While bus sales offered some relief, passenger carriers and commodity-linked segments (cement, coal) saw “sharp de-growth” in sales.
Wholesales accelerated as original equipment manufacturers (OEM) and dealers built inventory ahead of the June 2025 mandatory A/C driver-cabin regulation.
Fada said it is cautious about demand in June. “Monsoon‐driven rural traction and festival pull‐through should sustain 2W activity, yet persistent financing constraints and selective OEM price adjustments may temper incremental gains,” said Vigneshwar.
“In the CV segment, inventory churn remains elevated as OEMs and dealers pre‐empt June regulations, while freight demand in coal, cement, and mining continues to be muted by liquidity bottlenecks and early rains.”
Automakers see rate cut spurring demand in entry, mid segments
Auto majors welcomed the 50 basis point rate cut by RBI to 5.5 per cent saying that increased accessibility to finance will create a positive sentiment.

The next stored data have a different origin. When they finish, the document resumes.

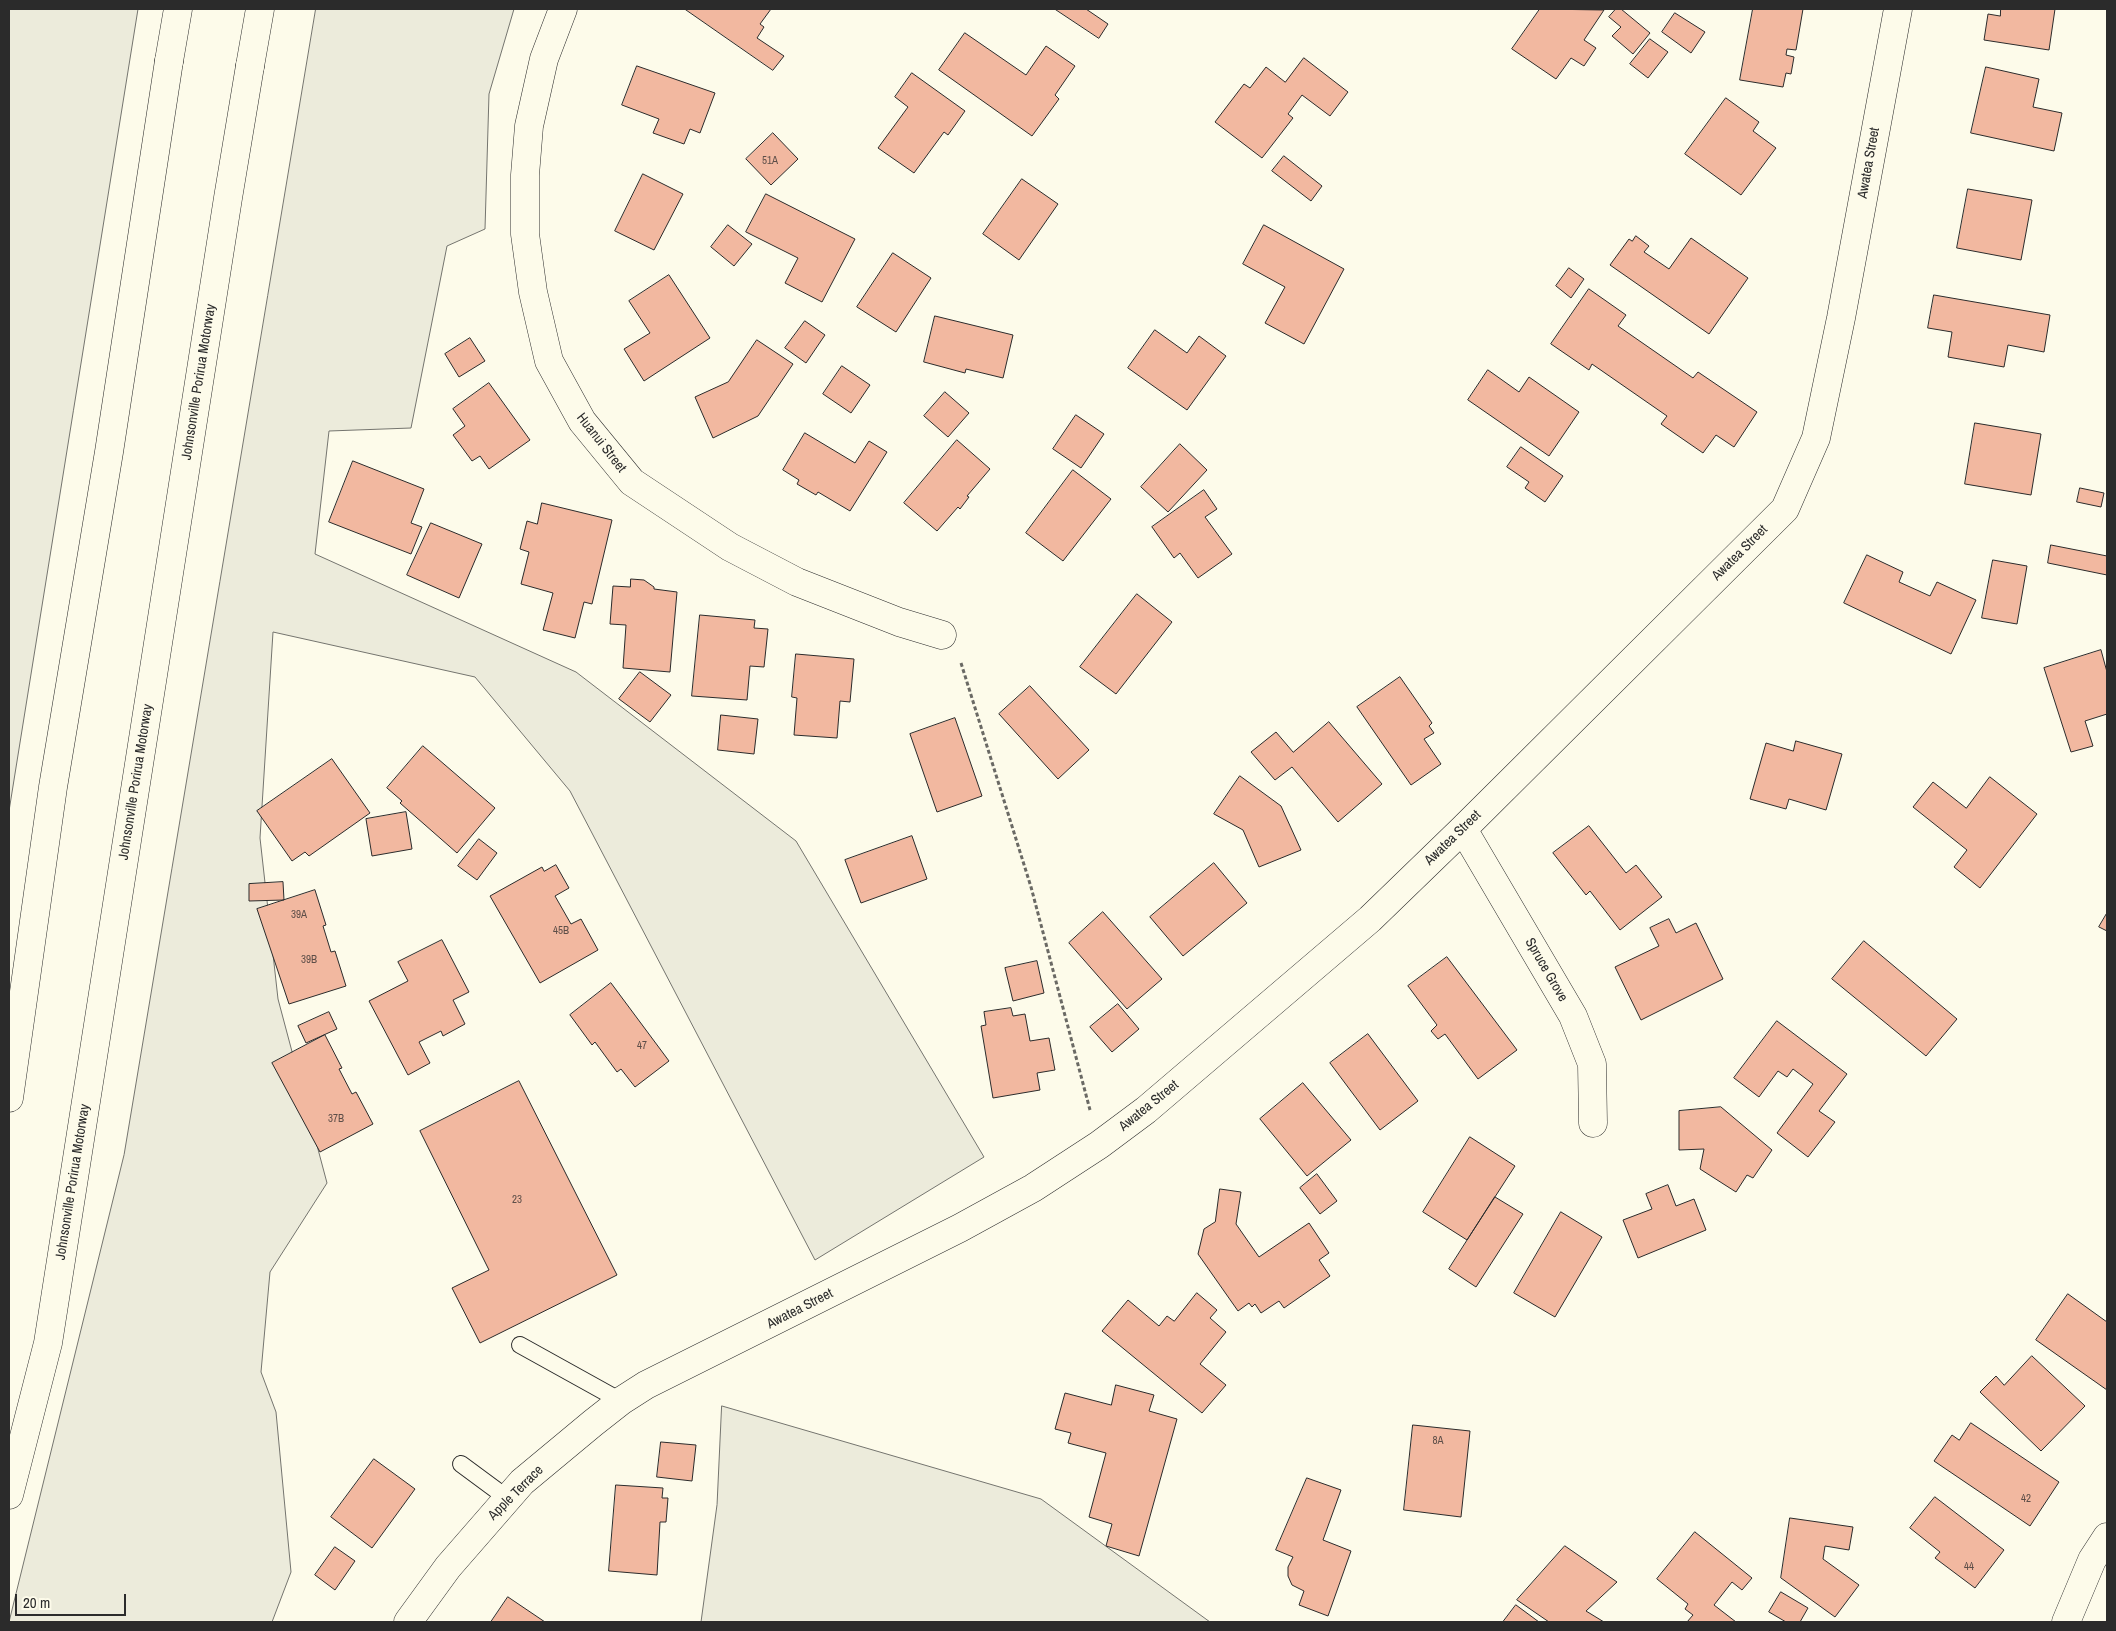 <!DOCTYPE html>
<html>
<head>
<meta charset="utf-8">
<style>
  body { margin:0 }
  #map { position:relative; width:2116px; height:1631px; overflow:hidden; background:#fdfbea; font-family:"Archivo Narrow",sans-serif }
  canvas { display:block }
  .frame { position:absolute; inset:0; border:10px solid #2b2b2b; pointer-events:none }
  .scale { position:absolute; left:15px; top:1594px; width:111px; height:22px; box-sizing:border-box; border:2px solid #2b2b2b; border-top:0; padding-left:6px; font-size:15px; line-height:18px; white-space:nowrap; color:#2b2b2b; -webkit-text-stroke:4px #fdfbea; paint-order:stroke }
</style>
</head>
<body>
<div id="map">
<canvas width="2116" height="1631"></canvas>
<div class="frame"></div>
<div class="scale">20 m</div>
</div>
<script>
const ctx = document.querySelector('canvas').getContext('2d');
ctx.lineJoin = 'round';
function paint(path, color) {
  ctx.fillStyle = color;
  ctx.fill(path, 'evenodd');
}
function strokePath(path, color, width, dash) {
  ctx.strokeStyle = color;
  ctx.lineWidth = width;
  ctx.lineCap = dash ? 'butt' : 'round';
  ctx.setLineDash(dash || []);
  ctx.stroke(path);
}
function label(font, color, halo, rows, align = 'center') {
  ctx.font = font + ' "Archivo Narrow",sans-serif';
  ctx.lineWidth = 4;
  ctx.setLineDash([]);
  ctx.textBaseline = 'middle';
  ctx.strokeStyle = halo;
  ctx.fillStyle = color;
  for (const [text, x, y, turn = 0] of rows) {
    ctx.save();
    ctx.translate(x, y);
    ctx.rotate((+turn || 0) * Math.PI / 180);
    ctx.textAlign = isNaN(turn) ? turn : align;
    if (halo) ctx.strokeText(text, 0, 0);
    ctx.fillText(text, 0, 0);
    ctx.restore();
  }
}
const green = new Path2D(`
  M9,9H138L9,811Z
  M316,9H514L489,94L485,229L447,246L411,428L329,431L315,554L576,672L796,841L984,1157L815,1260L570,791L475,677L273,632L260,838L278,999L327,1183L270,1272L261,1372L276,1412L291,1572L272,1622H9L124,1155Z
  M722,1406L1041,1499L1210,1622H701L717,1505Z`);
const building = new Path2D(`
  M685,9H771L760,24L764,27L757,38L784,56L773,70Z
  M1055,9H1086L1108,24L1099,38Z
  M1540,9L1604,10L1584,40L1596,48L1584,66L1571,58L1556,79L1512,49Z
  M1616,9H1621L1650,33L1633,54L1612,36L1621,27L1609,17Z
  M1753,9H1803L1796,50L1787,49L1786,55L1794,57L1791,74L1786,73L1783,87L1740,80Z
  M2001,9H2055L2049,50L1984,40L1988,14L2000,16Z
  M1675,13L1705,32L1691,53L1662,32Z
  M965,33L1026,75L1046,46L1075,66L1055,95L1059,99L1032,136L939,70Z
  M1650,39L1668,52L1648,78L1630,64Z
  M1304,58L1348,92L1330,116L1302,95L1288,114L1293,118L1262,158L1215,122L1244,84L1250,88L1266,67L1285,82Z
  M637,66L715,93L700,133L690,129L684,144L653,133L659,119L622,105Z
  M1986,67L2039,79L2033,107L2062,113L2054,151L1971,133Z
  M912,73L965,111L948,135L944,132L914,173L878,148L908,107L895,97Z
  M1726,98L1759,122L1753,131L1776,148L1741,195L1685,154Z
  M773,133L798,159L771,185L746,159Z
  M1284,156L1322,186L1311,201L1272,171Z
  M643,174L683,194L654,250L615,231Z
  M1022,179L1058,204L1019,260L983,234Z
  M1968,189L2032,200L2021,260L1957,248Z
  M766,194L855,239L822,302L785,283L798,258L746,232Z
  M728,225L752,244L734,266L711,247Z
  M1264,225L1344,269L1304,344L1265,323L1285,287L1243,264Z
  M1636,236L1649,246L1644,252L1669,269L1691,238L1748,278L1709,334L1610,265L1629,239L1632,241Z
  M893,253L931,278L896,332L857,307Z
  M1569,268L1584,279L1571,298L1556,286Z
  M669,275L710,338L644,381L624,349L650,333L629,301Z
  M1589,289L1626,315L1618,326L1693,378L1698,372L1757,412L1734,447L1716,435L1703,453L1661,424L1667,416L1592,364L1589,370L1551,344Z
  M1934,295L2050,315L2044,352L2008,345L2004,367L1948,357L1952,332L1928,328Z
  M935,316L1013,335L1003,378L966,369L965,373L924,362Z
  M805,321L825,335L806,363L785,348Z
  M1155,330L1187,353L1199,336L1226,356L1187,410L1128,368Z
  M470,338L485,361L459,377L445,354Z
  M757,340L793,364L758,416L713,438L695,397L728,382Z
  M842,366L870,385L851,413L823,394Z
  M1488,370L1519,392L1529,377L1579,412L1549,456L1468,400Z
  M489,383L530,440L489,469L480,456L472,461L453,435L465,426L453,409Z
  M945,392L969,413L948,437L924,416Z
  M1076,415L1104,434L1081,468L1053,449Z
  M1975,423L2041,434L2031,495L1965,484Z
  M805,433L855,463L869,441L887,452L850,511L818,492L816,495L797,484L799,480L783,470Z
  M957,440L990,469L967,496L969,497L960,509L958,507L937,531L904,503Z
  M1180,444L1207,470L1168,512L1141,487Z
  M1521,447L1563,476L1545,502L1525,488L1529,482L1507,467Z
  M353,461L424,489L411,523L422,527L411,554L329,522Z
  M1073,470L1111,499L1063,561L1026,533Z
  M2080,488L2104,493L2101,507L2077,502Z
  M1204,490L1217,509L1205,517L1232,554L1198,578L1180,553L1174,558L1152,527Z
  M542,503L612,520L592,604L584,602L575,638L543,630L553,593L521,584L529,552L520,549L527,521L537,524Z
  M431,523L482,544L459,598L407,575Z
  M2051,545L2107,556V575L2048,563Z
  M1867,555L1903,572L1899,582L1930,596L1937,582L1976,600L1951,654L1844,603Z
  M1993,560L2027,566L2017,624L1982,618Z
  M631,579L644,580L654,587V589L677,592L670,672L623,668L626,625L610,624L613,586L630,587Z
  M1137,594L1172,622L1116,694L1080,667Z
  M700,615L755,620L754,628L768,629L764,667L750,666L747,700L692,696Z
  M2101,650L2107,672V714L2085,721L2093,746L2071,752L2044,668Z
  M796,654L854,659L850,702L840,701L837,738L794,735L797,698L792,697Z
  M640,672L671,695L650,722L619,699Z
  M1400,677L1432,723L1429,726L1434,733L1424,739L1441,764L1411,785L1357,707Z
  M1030,686L1089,750L1058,779L999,714Z
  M721,715L758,719L754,754L718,750Z
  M955,718L982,796L937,812L910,734Z
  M1329,722L1382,784L1338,822L1292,767L1275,780L1251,752L1276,732L1293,752Z
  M1796,741L1842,754L1826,810L1789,799L1786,809L1750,799L1766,743L1793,751Z
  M423,746L495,808L457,853L400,803L402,801L387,788Z
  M332,759L370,813L309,856L305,852L292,861L257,811Z
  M1240,776L1281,806L1301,850L1259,867L1243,830L1214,814Z
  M1990,777L2037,814L1980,888L1954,867L1967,850L1913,807L1933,782L1966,808Z
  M406,812L412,849L372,856L366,819Z
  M1589,826L1626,873L1636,865L1662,897L1620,930L1590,891L1586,895L1553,853Z
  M912,836L927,879L861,903L845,860Z
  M479,839L497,853L477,880L458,866Z
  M1214,863L1247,903L1183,956L1150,917Z
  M556,865L569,888L555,896L571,924L581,919L598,950L540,983L490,896L542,867L544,871Z
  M283,882L284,900L249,901V884Z
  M315,890L326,925L323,926L331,952L335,951L346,986L289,1004L257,909Z
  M1103,912L1162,979L1127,1009L1069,943Z
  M2107,913V931L2099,927Z
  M1669,919L1676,933L1696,923L1723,979L1641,1020L1615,967L1659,946L1650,928Z
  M442,940L469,992L453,1000L465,1024L443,1036L441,1031L419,1042L430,1063L408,1075L369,1001L408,981L398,962Z
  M1864,941L1957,1019L1926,1056L1832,979Z
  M1447,957L1517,1050L1478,1079L1445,1034L1438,1039L1431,1031L1437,1025L1408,986Z
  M1037,961L1044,993L1013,1001L1005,968Z
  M611,983L669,1061L635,1087L621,1069L617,1072L595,1042L592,1045L570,1015Z
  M1118,1004L1139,1029L1112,1052L1090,1027Z
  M1011,1008L1013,1016L1025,1014L1030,1041L1049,1038L1055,1070L1037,1073L1040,1090L993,1098L981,1026L986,1025L984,1012Z
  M329,1012L337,1029L306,1043L298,1026Z
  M1777,1021L1847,1074L1819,1111L1835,1122L1808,1157L1777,1133L1813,1084L1793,1069L1787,1077L1778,1071L1759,1097L1734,1078Z
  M1368,1034L1418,1101L1380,1130L1330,1063Z
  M325,1035L342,1068L339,1069L352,1094L356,1092L373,1124L320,1152L272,1063Z
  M519,1081L617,1275L480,1343L452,1288L489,1270L420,1131Z
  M1303,1083L1351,1140L1307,1176L1260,1119Z
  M1721,1107L1772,1150L1753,1178L1747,1175L1736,1192L1700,1169L1704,1149L1679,1150V1111Z
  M1470,1137L1515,1166L1467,1240L1423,1212Z
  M1317,1174L1337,1201L1320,1214L1300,1188Z
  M1668,1185L1676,1206L1694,1199L1706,1230L1638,1258L1623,1220L1652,1209L1646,1194Z
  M1220,1189L1241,1192L1236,1224L1259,1257L1309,1223L1329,1253L1319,1260L1330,1276L1284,1308L1279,1301L1261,1313L1255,1304L1252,1307L1249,1303L1238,1311L1198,1254L1204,1229L1215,1222Z
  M1495,1197L1523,1214L1476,1287L1449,1269Z
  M1561,1212L1602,1237L1555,1317L1514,1293Z
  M1197,1293L1217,1310L1210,1318L1226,1332L1200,1364L1226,1385L1202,1413L1102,1331L1128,1300L1159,1326L1167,1316L1174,1321Z
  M2068,1294L2107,1322V1390L2036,1340Z
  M2032,1356L2085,1406L2041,1451L1980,1392L1996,1376L2004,1385Z
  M1116,1385L1154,1395L1149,1411L1177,1419L1139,1556L1106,1546L1112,1524L1089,1517L1106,1453L1068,1443L1071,1433L1055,1429L1065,1393L1111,1405Z
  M1971,1423L2059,1482L2030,1526L1934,1461L1952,1435L1959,1440Z
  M1413,1425L1470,1431L1461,1517L1404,1510Z
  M661,1442L696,1445L692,1481L657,1477Z
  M374,1459L415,1489L372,1548L331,1517Z
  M1307,1478L1341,1490L1323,1540L1351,1551L1328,1616L1299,1605L1304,1591L1292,1585L1288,1576V1567L1293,1557L1276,1550Z
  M616,1485L663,1488L662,1498H668L666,1522H660L657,1575L609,1571Z
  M1935,1497L2004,1550L1975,1588L1935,1558L1940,1552L1910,1528Z
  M1790,1518L1853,1527L1849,1550L1825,1546L1823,1559L1859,1585L1835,1617L1781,1578Z
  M1695,1532L1752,1578L1742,1590L1732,1582L1714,1605L1736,1622H1687L1693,1615L1685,1609L1688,1604L1657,1579Z
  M1565,1546L1617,1582L1586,1611L1604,1622H1549L1517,1600Z
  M335,1547L355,1561L335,1590L315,1575Z
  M1781,1592L1808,1608L1800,1622H1786L1769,1612Z
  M508,1597L545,1622H491Z
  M1516,1605L1539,1622H1503Z`);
const path = new Path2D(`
  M961,663L1031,887L1090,1110`);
const service = new Path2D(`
  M520,1345L621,1401
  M461,1464L507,1498`);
const minor = new Path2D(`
  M563,9L544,59L529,126L525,175V234L533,292L549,361L582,421L632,482L730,547L797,582L899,622L942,635
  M1463,829L1573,1016L1592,1064L1593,1123
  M408,1622L448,1567L522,1482L593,1423L621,1401L646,1385L960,1228L1033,1188L1099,1145L1146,1110L1370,919L1463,829L1785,509L1816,438L1841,318L1898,9
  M2066,1622L2092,1560L2107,1537`);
const primary = new Path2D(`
  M169,61L178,9
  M250,66L260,9`);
const motorway = new Path2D(`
  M9,1098L53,787L109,452L169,61
  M9,1495L48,1343L228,198L250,66`);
const numberNames = [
  ["51A",770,161],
  ["39A",299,915],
  ["45B",561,931],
  ["39B",309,960],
  ["47",642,1046],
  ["37B",336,1119],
  ["23",517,1200],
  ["8A",1438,1441],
  ["42",2026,1499],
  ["44",1969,1567]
];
const streetNames = [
  ["Awatea Street",1869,163,-80],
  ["Johnsonville Porirua Motorway",199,382,-81],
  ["Huanui Street",601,443,52],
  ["Awatea Street",1740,553,-45],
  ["Johnsonville Porirua Motorway",136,782,-81],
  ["Awatea Street",1453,838,-44],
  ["Spruce Grove",1546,970,60],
  ["Awatea Street",1149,1106,-39],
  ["Johnsonville Porirua Motorway",73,1182,-81],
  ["Awatea Street",800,1309,-27],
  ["Apple Terrace",516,1493,-45]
];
paint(green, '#ecebdb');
strokePath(green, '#74746e', 1);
paint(building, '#f2b8a0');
strokePath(building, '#2b2b2b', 1);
strokePath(service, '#2b2b2b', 18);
strokePath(minor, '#2b2b2b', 29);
strokePath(primary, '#2b2b2b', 29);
strokePath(motorway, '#2b2b2b', 29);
strokePath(path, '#6a6964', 3, [4, 2.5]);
strokePath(service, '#fdfbea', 16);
strokePath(minor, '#fdfbea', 28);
strokePath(primary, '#fdfbea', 28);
strokePath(motorway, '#fdfbea', 28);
label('11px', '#5d4e48', null, numberNames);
label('14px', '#2b2b2b', '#fdfbea', streetNames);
</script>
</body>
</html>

Shailesh Chandra, president, Siam and managing director of Tata Passenger Vehicles Ltd & Tata Passenger Electric Mobility said, “Such reduction in repo rates would have a positive impact on the Auto sector since it would lead to increased accessibility to finance at reduced costs, thereby creating a positive sentiment amongst the consumers in the market.”
Venkatram Mamillapalle, country CEO and MD, Renault India said, “This translates directly into improved access to affordable vehicle financing, especially in the entry and mid-level segments.”
Reduction in CPI inflation forecast to 3.7 per cent for FY26 will likely increase real disposable income, supporting consumer sentiment, he added.